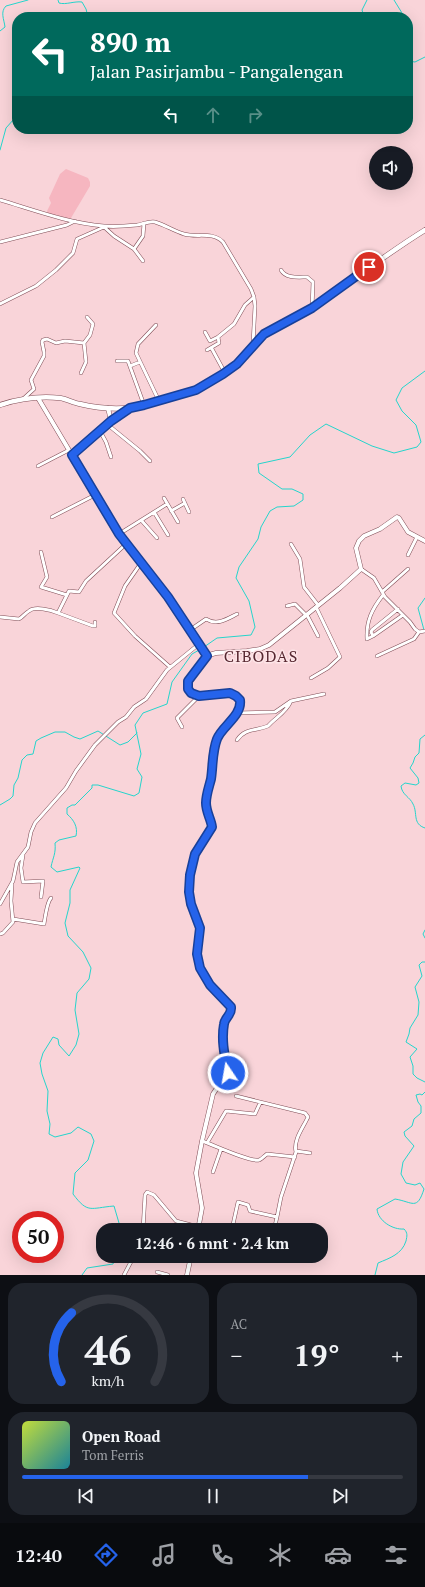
<!DOCTYPE html>
<html lang="id">
<meta charset="utf-8">
<style>
body{margin:0;font-family:"PT Serif",serif;background:#20242c;color:#f1f3f6;height:100vh;display:flex;flex-direction:column;font-size:15px;white-space:nowrap}
*{box-sizing:border-box;margin:0}
p{font-size:13px;color:#9ea1a6}
.icon{flex:none;width:22px;height:22px;fill:none;stroke:currentColor;stroke-width:2;stroke-linecap:round;stroke-linejoin:round}
.map{position:relative;height:1275px;overflow:hidden}
.panel{display:flex;flex-direction:column;gap:8px;padding:8px;background:#0d0f14;flex:1}
.panel>*{flex:none}
.guide{position:absolute;left:12px;top:12px;width:401px;height:122px;border-radius:16px;box-shadow:0 4px 16px #0002;background:#00695c;color:#fff;overflow:hidden}
.controls{position:absolute;left:369px;top:146px;display:grid;gap:8px}
.controls a{display:grid;place-items:center;width:44px;height:44px;border-radius:50%;background:#171b24;box-shadow:0 4px 16px #0002;font-size:20px}
.speed{position:absolute;left:12px;top:1211px;display:flex;gap:8px;font-size:20px;font-weight:700;text-align:center}
.speed>*{display:grid;place-content:center;width:52px;height:52px;border-radius:50%;background:#171b24;box-shadow:0 4px 16px #0002;line-height:1}
.speed .limit{border:6px solid #d22;background:#fff;color:#111}
.pin{position:absolute;display:grid;place-items:center;width:34px;height:34px;color:#fff;margin:-17px;border:2px solid #fff;border-radius:50%;box-shadow:0 1px 4px #0007}
.me{position:absolute;width:44px;margin:-22px;rotate:348deg;stroke-linejoin:round;filter:drop-shadow(0 0 3px #0008)}
.turn{display:flex;align-items:center;gap:14px;height:84px;padding:0 12px;font-size:18px}
.turn .icon{width:52px;height:52px;stroke-width:2.5}
.turn b{display:block;font-size:28px;line-height:34px}
.lanes{display:flex;align-items:center;height:38px;padding:0 12px;background:#0003;justify-content:center;gap:20px;direction:ltr}
.lanes .off{opacity:.35}
.big{font-size:30px;font-weight:600;line-height:1.1}
.panel .card{flex:1;display:flex;flex-direction:column;justify-content:center;gap:6px;min-width:0;padding:0 14px;border-radius:16px;background:#20242c}
.panel .dial{align-items:center;gap:0}
.dial svg{height:104px;overflow:visible;fill:none;stroke:#363941;stroke-width:7;stroke-linecap:round;text-anchor:middle}
.dial text{fill:#f1f3f6;stroke:none}
.song{display:flex;align-items:center;gap:12px}
.cover{width:48px;height:48px;border-radius:6px;background:linear-gradient(135deg,hsl(70 70% 55%),hsl(190 70% 35%))}
.played{height:4px;border-radius:2px;background:linear-gradient(90deg,#2563eb 75%,#363941 75%)}
.keys{display:flex;justify-content:space-around;direction:ltr}
.heat{display:flex;justify-content:space-between;align-items:center;font-size:22px;direction:ltr}
.panel .tiles{flex:1;display:grid;gap:8px;grid-template-columns:1fr 1fr}
.card:last-child{grid-column:span 2}
.trip{position:absolute;left:96px;top:1223px;width:232px;height:40px;border-radius:16px;background:#171b24;box-shadow:0 4px 16px #0002;font-weight:600;line-height:40px;text-align:center}
.menu{display:flex;height:64px;justify-content:space-around;align-items:center;background:#090b0e;color:#9ea1a6}
.menu .icon{width:28px;height:28px}
.menu .active{color:#2563eb}
.menu b{font-size:18px;color:#f1f3f6}
.map>svg:first-child{display:block}
.green{fill:#f6b6c0}
.lines{fill:none;stroke-linecap:round;stroke-linejoin:round}
.stream{stroke:#25d5cc;stroke-width:1}
.minor-casing{stroke:#814e57;stroke-width:4}
.major-casing{stroke:#814e57;stroke-width:5}
.highway-casing{stroke:#814e57;stroke-width:5.5}
.minor{stroke:#fff;stroke-width:3}
.major{stroke:#fff;stroke-width:4}
.highway{stroke:#fff;stroke-width:4.5}
.route-casing{stroke:#184099;stroke-width:10}
.route{stroke:#2563eb;stroke-width:7}
.labels{text-anchor:middle;dominant-baseline:central;stroke-width:3;stroke-linejoin:round;paint-order:stroke}
.quarter-label{font-size:16px;letter-spacing:1px;fill:#572831;stroke:#fee5e8}
</style>
<div class="map">
<svg width="425" height="1275" viewBox="0 0 425 1275">
<rect width="100%" height="100%" fill="#f9d4d9"/>
<path class="green" d="M66,169L88,178L90,182V186L71,218L69,219L48,213L47,211L51,203L49,198L60,174Z"/>
<g class="lines">
<path class="stream" d="M58,0L59,3C66,5 74,1 82,2L86,9L88,17
M394,0L402,13V17
M364,17L362,10L367,0
M0,31L5,27C4,19 0,12 6,6L28,0
M408,61L415,62L425,57
M0,150L6,128L14,119H17
M424,630L418,608L425,598
M204,647L217,638L251,635L255,627L249,601L236,578L239,567L258,539L261,527L270,511L277,507L294,506L303,500V494L292,489H282L259,473L258,464L290,457L310,435L326,424L372,446L394,453L417,447L421,442L416,425L402,411L396,400L402,388L425,371
M425,735L420,739L419,753L415,757L413,763L410,768L418,778L419,783L416,785L405,783L401,786C402,795 410,797 413,804C418,813 412,824 425,828
M0,805L10,799L13,796L14,785L18,778L22,760L27,755L33,754L36,741L41,738L55,732H65L74,737L80,739L98,731L120,745L128,742L137,733
M425,930L423,934L425,938
M425,962H422L419,965L422,976L415,987L419,1002L418,1015L410,1028L409,1034L406,1042L417,1049L410,1057L413,1066V1074L417,1078L425,1082
M117,1230L119,1223L114,1206C90,1208 88,1214 73,1194L75,1173L88,1160L94,1141L91,1134L78,1127L71,1133L55,1137L49,1134L50,1124L47,1111L48,1091L42,1074L40,1063L43,1053L53,1037L58,1039L59,1045L69,1056L76,1045L79,1034L75,1010L77,993L89,979L91,968L83,952L68,936L65,923L70,903V890L80,868L79,867L57,872L51,867C53,857 56,854 55,843L59,840L76,836C78,827 74,820 67,814V808L72,805H75L92,788V785H98L134,796L139,793L142,777L137,769L141,754L135,725L143,713L167,704L172,682L192,654L201,649
M82,1275L87,1268L113,1264L116,1256
M375,1275L378,1263C390,1258 402,1254 406,1241C407,1236 408,1233 404,1229C393,1230 378,1221 377,1209L395,1199C413,1202 417,1211 424,1189L420,1183L415,1185L406,1183L401,1174L403,1162L414,1146L405,1136L404,1132L412,1126L414,1119L421,1113V1106L418,1102L416,1095L420,1094L422,1095L425,1092"/>
<g class="minor-casing">
<path id="minor" d="M0,200C34,210 68,223 104,226C114,227 127,226 137,225C143,224 149,221 155,222C165,225 174,231 184,234C197,238 212,231 223,242L251,289L254,297L255,306L253,344
M103,226L114,236L134,249L143,261
M0,242L67,225L75,221
M134,249L143,236L144,223
M281,270C286,279 299,277 307,277L313,282L312,309
M0,304L36,286L56,270L73,253L77,239L104,227
M156,325L138,344L136,353L159,401
M205,332L210,341L218,337
M84,343L90,335L93,324L87,317
M212,349L225,373
M207,350L219,343L218,337L234,324L245,305L254,297
M117,361H128L144,405
M130,366L140,362
M23,399L34,389L31,380L44,356V352L42,342L43,340L47,339L56,343L65,341L84,343L86,362L81,373
M108,425L140,451L150,461
M100,431L106,442L111,457
M38,466L69,450
M164,498L178,522
M183,499L189,512
M171,511L185,503
M154,512L168,535
M52,517L95,495
M141,520L157,538
M119,534L167,504
M291,544L300,559L304,587L318,605
M41,552L47,577L41,587L67,595
M408,555L417,537
M141,563L125,586L114,613L135,636L170,667
M361,569L374,578L385,597L410,622L415,629L419,632L425,631
M382,592L408,569
M287,606L295,604L306,615
M398,609L372,630L371,632L373,636L403,615
M58,613L93,626H95V622
M307,615L318,636
M0,617L19,619C23,617 25,613 29,611C35,606 51,610 58,613L69,591L79,592L86,581L126,544
M190,630L206,619C217,626 227,619 237,614
M373,636L367,639C366,621 372,609 383,595
M377,656L414,639L419,632
M311,678L328,668L340,657L316,607
M237,713L275,712L291,701L324,694
M182,727L177,718L199,696
M237,740C245,728 256,731 268,726C276,717 286,713 291,701
M23,855L21,868L23,882L43,881L41,897
M0,904L13,881L17,862L28,847L31,832L35,823L66,788L76,771L95,745L118,722L126,717L134,707L146,699L167,670L199,644
M13,919L44,924C45,918 47,902 51,898
M0,934L3,933L13,922L11,901L12,884
M202,1141C214,1145 249,1162 259,1160C262,1159 264,1156 267,1154L295,1157
M207,1143L226,1111L255,1114L260,1103
M296,1151L310,1153
M213,1172L221,1149
M143,1230L145,1195L147,1192L154,1195L176,1221L199,1227
M181,1230L182,1223
M234,1230L232,1229L238,1202L248,1205L250,1211L277,1217L281,1197L296,1152C293,1140 303,1128 308,1117L305,1113L236,1096
M274,1230L277,1217
M157,1272L168,1275
M124,1275L134,1256"/>
</g>
<g class="major-casing">
<path id="major" d="M38,398L119,534L167,597L207,656
M108,408L111,421
M72,455L111,421L130,408
M198,1230L202,1208L196,1173L202,1141L213,1094L217,1088L228,1077L223,1046V1034L224,1023L230,1014L232,1008L207,981L200,968L197,954L200,928L191,904L189,892L190,875L195,854L212,827C211,819 206,812 206,803C206,795 209,787 211,779C213,766 212,752 217,739C222,726 246,712 238,698C224,685 201,706 188,689V681L209,655L216,653L247,651L260,649L269,645L340,588L361,569L356,548L359,541L364,536L380,529L397,517L399,518L408,532L425,541
M187,1275L191,1256"/>
</g>
<g class="highway-casing">
<path id="highway" d="M0,405C18,399 40,396 60,398C67,399 73,403 80,404C101,409 125,410 146,405C178,396 210,387 236,364C247,355 253,341 265,333C280,323 298,318 313,307C351,282 386,254 425,230"/>
</g>
<use href="#minor" class="minor"/>
<use href="#major" class="major"/>
<use href="#highway" class="highway"/>
</g>
<g class="lines">
<g class="route-casing">
<path id="route" d="M228,1073C225,1057 221,1041 224,1024C225,1017 232,1015 231,1007L210,985L200,968L197,954L200,928L191,904L189,892L190,875L195,854L212,827C211,819 206,812 206,803C206,795 209,787 211,779C213,766 212,752 217,739C222,726 242,716 240,700L236,696L230,693L199,696L191,693L188,689V681L207,656L168,597L119,534L72,455L111,421L130,408L144,405L196,390L223,374L237,364L264,334L312,308L369,267"/>
</g>
<use href="#route" class="route"/>
</g>
<g class="labels">
<g class="quarter-label">
<text x="261" y="656">CIBODAS</text>
</g>
</g>
</svg>
<div class="controls">
<a><svg class="icon" aria-label="sound" viewBox="0 0 24 24"><path d="M4 9h4l5-4v14l-5-4H4zM17 9q2 3 0 6"/></svg></a>
</div>
<div class="speed"><div class="limit">50</div></div>
<div class="pin" style="left:369px;top:267px;background:#d93025"><svg class="icon" aria-label="arrive" viewBox="0 0 24 24"><path d="M6 21V4h12l-3 4 3 4H6"/></svg></div>
<svg class="me" style="left:228px;top:1073px" viewBox="-20 -20 40 40"><circle r="17" fill="#2563eb" stroke="#fff" stroke-width="3"/><path d="M0-11L8 9 0 5-8 9z" fill="#fff"/></svg>
<div class="trip">12:46 · 6 mnt · 2.4 km</div>
<div class="guide">
<div class="turn"><svg class="icon" aria-label="left" viewBox="0 0 24 24"><path d="M17 20v-9H6M10 6l-5 5 5 5"/></svg><div><b>890 m</b>Jalan Pasirjambu - Pangalengan</div></div>
<div class="lanes"><svg class="icon" aria-label="left" viewBox="0 0 24 24"><path d="M17 20v-9H6M10 6l-5 5 5 5"/></svg><svg class="icon off" aria-label="ahead" viewBox="0 0 24 24"><path d="M12 20V5M6 11l6-6 6 6"/></svg><svg class="icon off" aria-label="right" viewBox="0 0 24 24"><path d="M7 20v-9h11M14 6l5 5-5 5"/></svg></div>
</div>
</div>
<section class="panel">
<div class="tiles">
<div class="card dial"><svg viewBox="0 0 100 80">
<path d="M14 69A42 42 0 1 1 86 69"/>
<path d="M14 69A42 42 0 0 1 22 16" stroke="#2563eb"/>
<text x="50" y="56" font-size="32" font-weight="700">46</text>
<text x="50" y="72" font-size="11">km/h</text>
</svg></div>
<div class="card"><p>AC</p>
<div class="heat"><a>−</a><b class="big">19°</b><a>+</a></div>
</div>
<div class="card">
<div class="song"><i class="cover"></i><div><b>Open Road</b><p>Tom Ferris</p></div></div>
<div class="played"></div>
<div class="keys"><svg class="icon" aria-label="previous" viewBox="0 0 24 24"><path d="M18 5L8 12l10 7zM5 5v14"/></svg><svg class="icon" aria-label="pause" viewBox="0 0 24 24"><path d="M8 5v14M16 5v14"/></svg><svg class="icon" aria-label="next" viewBox="0 0 24 24"><path d="M6 5l10 7-10 7zM19 5v14"/></svg></div>
</div>
</div>
</section>
<nav class="menu">
<b>12:40</b>
<svg class="icon active" aria-label="directions" viewBox="0 0 24 24"><path d="M12 3l9 9-9 9-9-9zM9 14v-3h6M13 9l2 2-2 2"/></svg>
<svg class="icon" aria-label="music" viewBox="0 0 24 24"><path d="M9 18V5l10-2v13"/><circle cx="6" cy="18" r="3"/><circle cx="16" cy="16" r="3"/></svg>
<svg class="icon" aria-label="phone" viewBox="0 0 24 24"><path d="M5 4h4l2 5-3 2q2 4 5 5l2-3 5 2v4C11 20 4 13 5 4z"/></svg>
<svg class="icon" aria-label="climate" viewBox="0 0 24 24"><path d="M12 3v18M4 7l16 10M4 17L20 7"/></svg>
<svg class="icon" aria-label="car" viewBox="0 0 24 24"><path d="M5 17H2v-5l4-1 3-4h7l3 4 3 1v5h-3M9 17h6M6 11h13"/><circle cx="7" cy="17" r="2"/><circle cx="17" cy="17" r="2"/></svg>
<svg class="icon" aria-label="filters" viewBox="0 0 24 24"><path d="M4 7h16M4 17h16"/><circle cx="9" cy="7" r="2"/><circle cx="15" cy="17" r="2"/></svg>
</nav>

****************************************

Description of the task. The string "quarter" marks the lines to copy; report each of them from the data above.

Answer to this exercise.
.quarter-label{font-size:16px;letter-spacing:1px;fill:#572831;stroke:#fee5e8}
<g class="quarter-label">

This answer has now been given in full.